29 de enero de 2025 Hora: 20:03

No hay mejor forma de ilustrar el juego de la democracia liberal y multipartidista en los Estados Unidos que con una anécdota irónica contada por el General Raúl Castro durante la apertura del séptimo Congreso del Partido Comunista de Cuba (PCC). En su intervención, el líder revolucionario bromeó sobre las diferencias entre los partidos Demócrata y Republicano: “Eso es igual a que si en Cuba tuviéramos dos partidos: Fidel dirige el uno y yo el otro. Seguro que Fidel va a decir: yo quiero dirigir el comunista. Y yo diría: bueno, yo quiero dirigir el otro, no importa el nombre”.

El humor de Raúl Castro, que caricaturiza las divisiones partidistas en Estados Unidos como una mera formalidad, adquiere un significado más profundo al analizar la continuidad de políticas injerencistas entre administraciones. La democracia liberal estadounidense, en su estructura bipartidista, permite alternancias de poder que, en muchos casos, no representan cambios sustanciales en el rumbo del país. Ya sea bajo la administración Trump o la de Biden, las decisiones de política exterior reflejan un consenso imperialista cuyo objetivo es el mantenimiento del dominio geopolítico mientras que el Derecho Internacional, los Derechos Humanos, la Paz y la Justicia Social se quedan, en el mejor de los casos en eslóganes, cuando no en obstáculos que sortear para conseguir el objetivo real.

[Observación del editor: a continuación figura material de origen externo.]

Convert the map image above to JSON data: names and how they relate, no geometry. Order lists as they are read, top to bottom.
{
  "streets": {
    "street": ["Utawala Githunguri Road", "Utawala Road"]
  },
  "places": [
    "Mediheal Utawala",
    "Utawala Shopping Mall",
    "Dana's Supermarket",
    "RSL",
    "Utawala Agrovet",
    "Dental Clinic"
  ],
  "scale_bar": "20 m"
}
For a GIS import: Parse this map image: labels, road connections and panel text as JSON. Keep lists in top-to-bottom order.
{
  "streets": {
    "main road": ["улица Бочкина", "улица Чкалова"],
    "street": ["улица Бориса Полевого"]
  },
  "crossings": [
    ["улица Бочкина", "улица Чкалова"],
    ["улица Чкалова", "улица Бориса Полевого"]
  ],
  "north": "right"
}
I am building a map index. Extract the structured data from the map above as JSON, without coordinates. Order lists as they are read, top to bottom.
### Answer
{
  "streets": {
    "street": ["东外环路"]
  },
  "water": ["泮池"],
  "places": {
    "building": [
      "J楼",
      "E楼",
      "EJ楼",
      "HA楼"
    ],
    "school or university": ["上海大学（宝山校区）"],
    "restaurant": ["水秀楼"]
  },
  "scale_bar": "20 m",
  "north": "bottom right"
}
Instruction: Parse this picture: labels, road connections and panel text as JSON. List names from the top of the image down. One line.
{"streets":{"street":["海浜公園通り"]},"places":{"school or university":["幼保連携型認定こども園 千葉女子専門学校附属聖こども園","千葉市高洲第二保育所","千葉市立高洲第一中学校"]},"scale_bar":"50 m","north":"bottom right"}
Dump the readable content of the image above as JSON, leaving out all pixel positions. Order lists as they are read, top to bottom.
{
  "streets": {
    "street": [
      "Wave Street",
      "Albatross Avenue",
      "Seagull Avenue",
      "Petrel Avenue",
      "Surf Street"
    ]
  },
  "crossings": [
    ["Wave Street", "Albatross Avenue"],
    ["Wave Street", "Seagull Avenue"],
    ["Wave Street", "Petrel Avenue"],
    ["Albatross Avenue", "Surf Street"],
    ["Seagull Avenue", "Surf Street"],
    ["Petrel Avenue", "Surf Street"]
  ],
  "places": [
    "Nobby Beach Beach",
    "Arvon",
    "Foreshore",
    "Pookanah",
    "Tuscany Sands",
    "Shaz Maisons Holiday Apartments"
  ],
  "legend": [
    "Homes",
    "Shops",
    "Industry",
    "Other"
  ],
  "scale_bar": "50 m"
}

La primera elección de Donald Trump como presidente de Estados Unidos, en 2016, encendió las alarmas de diversas organizaciones, movimientos sociales y partidos políticos, que vieron en su ascenso una amenaza para la democracia y la estabilidad mundial. Las políticas agresivas, las declaraciones incendiarias y el rechazo a las normas internacionales caracterizaron su mandato anterior. Sin embargo, este fenómeno también plantea un riesgo: asumir que la administración de Joe Biden y Kamala Harris, que sucedió a Trump, representa un contraste absoluto y una era de progresismo, multilateralidad y respeto irrestricto al Derecho Internacional y los Derechos Humanos.

Lejos de ser un período de transformación progresista, el mandato de Biden y Harris ha estado marcado por una profundización en políticas que tratan de reforzar la hegemonía estadounidense a través de estrategias militares y económicas agresivas. En el frente internacional, la administración Biden ha mantenido un enfoque belicista, con la guerra en Ucrania como su eje principal. El apoyo incondicional a la OTAN y la decisión de utilizar a Ucrania como bastión contra Rusia han intensificado un conflicto que amenaza con escalar a niveles globales. La figura de un líder autoritario con inclinaciones ultranacionalistas y neonazis como Volodímir Zelenski, ha sido respaldada sin reservas, mientras se nos vende los intereses estadounidenses como una lucha por la “democracia”.

En el Medio Oriente, la administración Biden ha continuado con el patrocinio, vergonzante pero incondicional, al régimen israelí, patrocinio nada oculto en el ámbito militar y económico, y con su protección política y diplomática en el Consejo de Seguridad de la ONU ante las propuestas de condena por el genocidio contra la población palestina de Gaza.

En política interna, la administración de Joe Biden y Kamala Harris ha mostrado diferencias con el mandato de Donald Trump, especialmente en temas de libertades civiles y avances sociales. Desde una mayor apertura en cuestiones de derechos reproductivos hasta la promoción de políticas climáticas más ambiciosas, el gobierno demócrata ha intentado marcar distancia. Sin embargo, en política exterior, las diferencias se diluyen en un preocupante continuismo que prioriza la confrontación, el militarismo y la injerencia.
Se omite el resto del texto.